The left’s influence on therapy is also eroding personal responsibility in dangerous ways:


  • Discomfort is pathologized. In today’s therapy culture, normal human emotions like sadness, grief, and frustration are treated as “mental health conditions” that require professional intervention. This has led to over-medication, over-diagnosis, and a generation that sees every hardship as trauma rather than as part of life’s natural challenges.

  • Cancel culture and outrage replace resilience. The leftist influence in psychology has created a culture where people feel entitled to never be offended, never be criticized, and never experience discomfort. This is why we see so many people seeking validation through outrage rather than inner strength.


The Solution: Reclaiming Mental Health from the Left


If we want to fix this crisis, we must return to the truths that have worked for centuries:

  1. Meaning is more important than comfort. Life is not about avoiding pain—it’s about finding purpose in the midst of it.

  2. Personal responsibility leads to real empowerment. The more you take control of your actions, the stronger you become.

  3. Faith, God, and family are essential. These are the most powerful sources of resilience, yet they are being ignored in modern therapy.
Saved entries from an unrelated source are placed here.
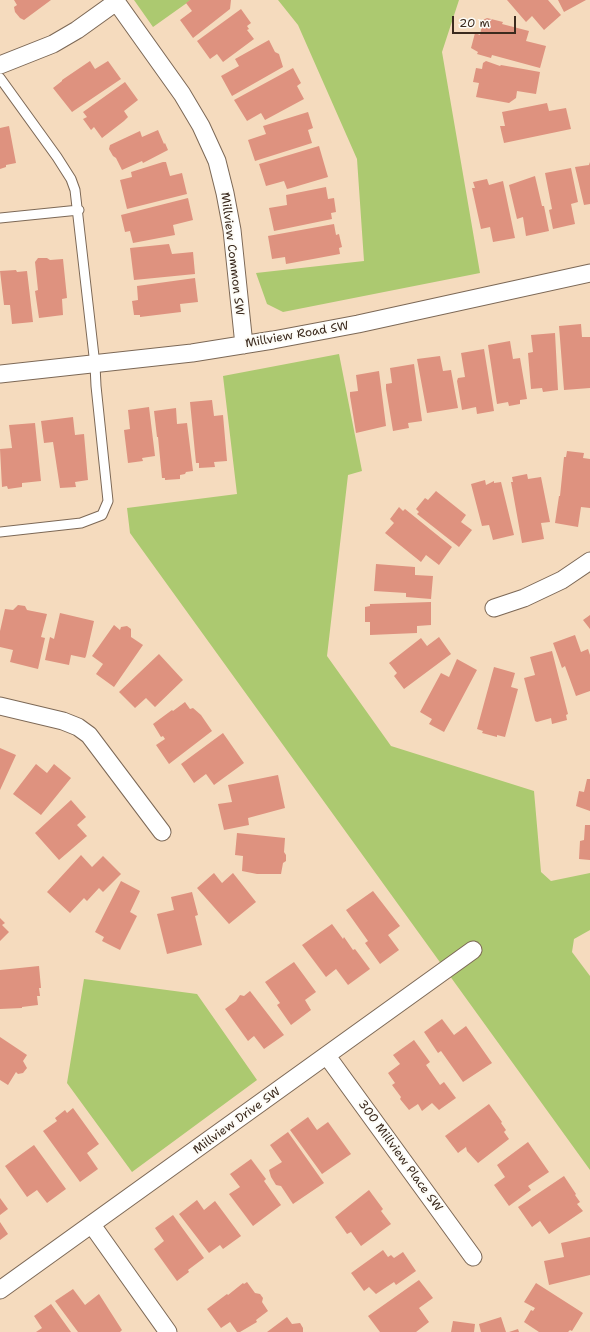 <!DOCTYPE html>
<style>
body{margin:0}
#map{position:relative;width:590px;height:1332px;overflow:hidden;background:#f5dbbe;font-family:"Shantell Sans",sans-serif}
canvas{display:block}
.scale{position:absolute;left:452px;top:16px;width:64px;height:18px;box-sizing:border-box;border:2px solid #3b2a1e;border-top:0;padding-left:5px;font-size:12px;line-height:14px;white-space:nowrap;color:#3b2a1e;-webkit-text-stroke:3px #fdfcf7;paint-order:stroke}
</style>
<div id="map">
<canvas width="590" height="1332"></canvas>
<div class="scale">20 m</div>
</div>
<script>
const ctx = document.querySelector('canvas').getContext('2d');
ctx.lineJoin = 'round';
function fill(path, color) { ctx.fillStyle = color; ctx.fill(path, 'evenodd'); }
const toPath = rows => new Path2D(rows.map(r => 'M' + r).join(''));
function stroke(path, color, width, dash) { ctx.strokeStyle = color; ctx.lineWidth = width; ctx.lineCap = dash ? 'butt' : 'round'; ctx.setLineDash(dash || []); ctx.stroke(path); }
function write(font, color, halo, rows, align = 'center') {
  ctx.font = font + ' "Shantell Sans",sans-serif'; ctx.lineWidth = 4; ctx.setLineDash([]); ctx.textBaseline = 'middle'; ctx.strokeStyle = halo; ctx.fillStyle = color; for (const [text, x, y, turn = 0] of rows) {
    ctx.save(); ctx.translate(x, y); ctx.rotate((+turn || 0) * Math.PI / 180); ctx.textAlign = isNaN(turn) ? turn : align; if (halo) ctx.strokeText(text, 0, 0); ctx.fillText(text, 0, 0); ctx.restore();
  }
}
const green = toPath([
 [134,0,191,0,153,27],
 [278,0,459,0,442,52,480,273,283,312,267,304,256,273,364,261,357,159,298,25],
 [339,354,362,471,348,475,327,656,391,746,534,791,541,872,551,881,590,873,590,930,574,939,572,952,590,976,590,1170,130,533,127,508,237,494,223,376],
 [84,979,197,994,257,1080,132,1172,67,1083]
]);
const building = toPath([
 [14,0,51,0,24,20,20,18,15,12,14,7,17,5],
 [190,0,231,0,230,9,193,38,180,20,192,11,186,3],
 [507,0,548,0,561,15,544,30,532,16,526,22],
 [558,0,586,0,564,12],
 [241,9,251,23,247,26,249,29,247,30,254,39,223,62,217,54,210,59,197,41],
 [487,18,503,22,502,24,529,31,526,41,546,46,540,68,492,55,491,58,477,54,478,52,471,48,475,33,480,35,483,20],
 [269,40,275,52,279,54,283,67,232,96,221,76,239,66,235,59],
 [90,61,95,69,108,61,121,79,72,112,53,88,62,81,62,80],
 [486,61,500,66,501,65,540,72,536,94,517,91,516,98,509,103,476,97,479,83,473,82,476,68,482,69,483,63],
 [293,68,301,83,297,86,304,99,265,120,261,113,247,121,234,100],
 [125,82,138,100,124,111,128,117,124,121,102,138,94,127,91,130,83,119,87,117,83,112],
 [547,103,549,111,566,108,571,129,504,143,500,126,505,126,502,112],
 [308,112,313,128,308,130,312,143,255,161,248,140,266,134,263,126],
 [9,126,16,163,6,165,6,167,0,169,0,128],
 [158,130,164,144,165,143,168,150,143,163,142,161,122,170,116,158,113,156,109,149,110,145,140,131,142,137],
 [319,146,328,177,291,188,287,189,284,181,266,186,259,164],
 [163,162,166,162,170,176,182,173,187,194,127,209,120,180,132,177,131,172],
 [590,162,590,204,584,205,575,167,589,165],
 [571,168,578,202,571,204,575,224,553,229,549,210,552,209,545,173],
 [535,176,542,206,544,206,549,231,526,236,523,217,517,219,509,185],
 [487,179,489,185,503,181,515,238,493,242,490,227,481,229,472,188,475,188,473,182],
 [326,187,328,199,334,198,336,212,331,213,332,219,274,231,269,208,287,205,286,195],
 [188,198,193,220,173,225,175,235,133,243,130,231,125,232,121,215],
 [334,224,336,235,339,234,342,247,339,248,340,254,286,264,285,257,272,259,268,236],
 [169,244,172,254,193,252,195,274,134,280,130,248],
 [38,258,47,258,50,260,63,259,67,298,62,299,63,315,39,318,35,291,38,290,35,262],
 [16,270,17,272,27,271,33,322,12,324,10,305,4,305,0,271],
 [195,278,198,302,180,304,181,312,140,317,140,315,134,315,132,301,138,300,137,286],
 [581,324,582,337,590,337,590,388,564,390,559,326],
 [555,333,558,390,543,392,542,388,531,389,528,353,533,352,531,335],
 [510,341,513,359,520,358,527,399,520,400,520,404,509,406,508,402,497,404,488,345],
 [484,349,494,411,477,414,476,407,462,410,457,381,458,378,465,377,461,353],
 [440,356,443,371,451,370,458,408,427,413,417,359],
 [414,364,422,421,408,423,409,428,393,431,386,389,386,384,392,383,390,368],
 [379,371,386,426,356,433,350,396,350,392,358,391,356,375],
 [212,400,214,416,223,415,227,461,214,462,215,467,199,468,199,463,196,463,190,402],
 [149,407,155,456,142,458,143,461,128,463,124,430,130,429,128,410],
 [176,408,177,424,187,423,193,471,186,472,185,474,180,475,180,479,165,480,165,478,162,478,158,437,157,437,154,411],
 [73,417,75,435,84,434,88,480,75,482,76,487,60,488,53,442,44,443,41,421],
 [35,423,41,481,22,483,22,487,8,489,7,486,2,487,0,449,12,448,9,425],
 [567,451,584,453,583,458,590,459,590,508,581,507,578,527,555,523,559,496,560,496,564,457,566,457],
 [527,474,528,479,541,477,550,522,541,523,544,539,522,543,511,482,513,482,512,477],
 [485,480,486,485,494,481,494,483,501,482,514,535,493,540,489,525,482,526,471,484],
 [436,491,466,515,461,522,472,530,459,547,417,514,419,512,416,509,425,498,428,500],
 [399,507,403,511,405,509,452,547,439,565,426,555,421,562,385,533,394,523,390,519],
 [376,564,415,567,415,575,433,576,431,599,406,597,406,593,374,591],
 [431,602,431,625,417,626,417,633,370,635,370,622,365,622,365,607,370,606,370,604],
 [18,605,25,606,27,610,47,614,41,637,45,638,38,669,10,662,13,650,0,647,0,631,5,609,13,610],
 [60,613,94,621,86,656,85,658,71,655,69,665,45,660,50,637,54,639],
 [590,615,590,629,583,620],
 [114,625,120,630,121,627,127,626,131,629,131,637,143,645,114,687,96,674,103,664,92,656],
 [575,635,581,652,588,649,590,655,590,691,576,696,565,666,562,668,553,643],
 [439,637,451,654,404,689,394,676,397,673,389,663,421,638,427,646],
 [552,651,568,714,566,715,567,720,552,724,551,718,537,722,535,721,524,678,535,675,530,657],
 [159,654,183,680,155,707,146,698,135,708,119,692],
 [457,659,477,670,444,732,429,724,432,719,420,712,441,673,449,677],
 [494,667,515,673,511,687,518,689,505,737,497,735,497,737,482,733,483,731,477,729],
 [185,702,190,709,193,708,201,715,212,731,169,764,156,745,165,739,163,736,161,737,153,724,172,710,173,711],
 [223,733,244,763,214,785,206,774,194,783,181,764],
 [0,748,16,755,0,790],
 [36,764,47,773,54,764,71,778,41,815,13,794],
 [278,775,285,808,248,818,249,825,224,830,218,804,232,802,228,785],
 [587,779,590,779,590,811,576,806,579,791,584,792],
 [71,800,86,817,77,825,87,836,59,860,35,833],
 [585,825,590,825,590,860,579,859,580,841,584,840],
 [237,833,285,838,284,852,286,855,286,861,283,863,281,874,257,874,242,871,243,856,235,855],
 [81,855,92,867,103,856,121,874,103,892,99,888,87,901,84,898,70,913,47,892],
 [214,873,222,883,233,873,256,902,229,924,197,888],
 [121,881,140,891,130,912,137,916,120,950,102,941,104,937,95,932],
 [373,891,400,926,388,935,399,950,380,964,365,943,368,941,346,910],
 [192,892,198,915,195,916,202,945,167,954,157,914,174,910,171,897],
 [0,918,5,923,2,925,9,932,0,941],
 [332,924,343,939,344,937,353,950,355,949,370,969,348,985,336,969,326,977,302,945],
 [294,962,316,992,305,1000,311,1010,291,1025,277,1005,280,1003,265,982],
 [39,966,41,988,39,988,40,996,37,996,38,1005,22,1007,22,1008,0,1009,0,970],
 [250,991,284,1035,264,1049,254,1036,248,1041,225,1009,236,1001,240,995,244,996],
 [442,1019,454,1035,466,1026,492,1063,463,1082,441,1051,438,1053,424,1032],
 [0,1037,27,1055,23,1061,27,1068,23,1073,18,1074,16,1072,8,1085,0,1080],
 [414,1040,430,1062,426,1065,440,1085,444,1082,456,1098,439,1110,432,1103,422,1111,418,1104,409,1110,400,1099,401,1097,392,1085,395,1083,388,1073,400,1064,393,1055],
 [489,1104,502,1122,501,1123,506,1130,504,1132,509,1139,478,1163,467,1151,466,1147,458,1153,445,1136],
 [73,1108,99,1144,87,1153,98,1169,80,1182,43,1131,57,1121,55,1118,65,1110,67,1113],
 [308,1117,317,1130,328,1122,351,1154,322,1174,290,1130],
 [288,1132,324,1183,293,1204,281,1186,276,1185,271,1177,269,1170,282,1162,270,1145],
 [528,1142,549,1172,528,1186,531,1190,509,1206,494,1185,505,1177,497,1165],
 [34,1145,66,1189,47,1203,37,1190,27,1197,5,1166],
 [251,1159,266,1179,264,1181,281,1205,253,1226,229,1194,240,1187,230,1174],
 [564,1176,576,1194,575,1195,580,1202,577,1204,583,1211,549,1234,540,1221,532,1227,518,1207],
 [369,1190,383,1209,381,1211,391,1224,361,1246,351,1232,347,1234,335,1217],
 [0,1198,8,1209,0,1215],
 [197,1200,204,1210,215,1201,241,1236,223,1249,220,1245,209,1253,179,1214],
 [173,1215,204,1258,188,1270,189,1272,177,1281,154,1249,164,1241,155,1228],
 [0,1222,8,1234,0,1240],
 [590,1237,590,1275,549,1285,544,1261,564,1257,561,1243],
 [383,1250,388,1257,391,1255,394,1258,403,1252,416,1271,396,1285,394,1282,376,1294,369,1287,364,1291,351,1273],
 [419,1280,433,1298,419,1308,429,1322,416,1332,380,1332,368,1316],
 [247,1282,255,1293,260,1294,263,1298,262,1302,268,1311,256,1320,257,1322,240,1332,237,1332,230,1322,221,1328,207,1309,227,1294,228,1295,243,1283,244,1284],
 [536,1283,583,1313,572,1331,570,1330,568,1332,539,1332,524,1322,531,1310,533,1311,535,1308,524,1302],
 [73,1289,85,1305,99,1294,122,1330,120,1332,78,1332,55,1301],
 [51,1304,71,1332,36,1332,42,1328,34,1316],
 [287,1317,292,1324,300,1323,303,1328,303,1332,267,1332],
 [501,1317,506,1332,481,1332,479,1324],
 [453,1321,475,1324,474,1332,451,1332],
 [518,1329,519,1332,509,1332]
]);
const service = toPath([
 [0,78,57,157,71,179,75,190,95,365,96,386,108,501,102,515,81,523,0,532],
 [0,218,79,210]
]);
const minor = toPath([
 [115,0,182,94,201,126,217,161,225,193,232,230,244,345],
 [0,65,53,44,77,30,116,2],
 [0,374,192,353,273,340,358,324,590,273],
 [494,608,524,598,562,580,590,561],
 [0,706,63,721,78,727,89,735,162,832],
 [327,1056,473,1257],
 [92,1225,168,1332],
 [0,1290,473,950]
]);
const streetNames = [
 ["Millview Common SW",232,254,83],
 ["Millview Road SW",297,335,-10],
 ["Millview Drive SW",237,1121,-36],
 ["300 Millview Place SW",400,1156,54]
];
fill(green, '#acc970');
fill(building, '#de927f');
stroke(service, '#7c6856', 11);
stroke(minor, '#7c6856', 19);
stroke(service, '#fff', 9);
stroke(minor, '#fff', 17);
write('12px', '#3b2a1e', '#fdfcf7', streetNames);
</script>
  4. Therapy should build strength, not fragility. The role of a therapist should be to challenge people to grow—not just validate their emotions.


This is why I wrote Viktor Frankl and the Psychology of the Soul—to give people a real alternative to the empty, self-indulgent mental health culture of today. The 30-day Logotherapy Workbook provides step-by-step exercises to help people break free from victimhood, reframe suffering, and reclaim their personal power.


Conclusion: Take Back Your Mental Health


Modern therapy, as it stands, is broken. It has been hijacked by an ideology that promotes weakness over strength, victimhood over resilience, and self-indulgence over meaning. The result? A generation of people who are more depressed, more anxious, and more lost than ever before.


But there is another way. The wisdom of Viktor Frankl—and the timeless principles of faith, God, family, and responsibility—can help us reclaim our mental health from the left’s destructive influence.

It’s time to stop chasing happiness and start chasing meaning. Because when you have meaning, you can endure anything.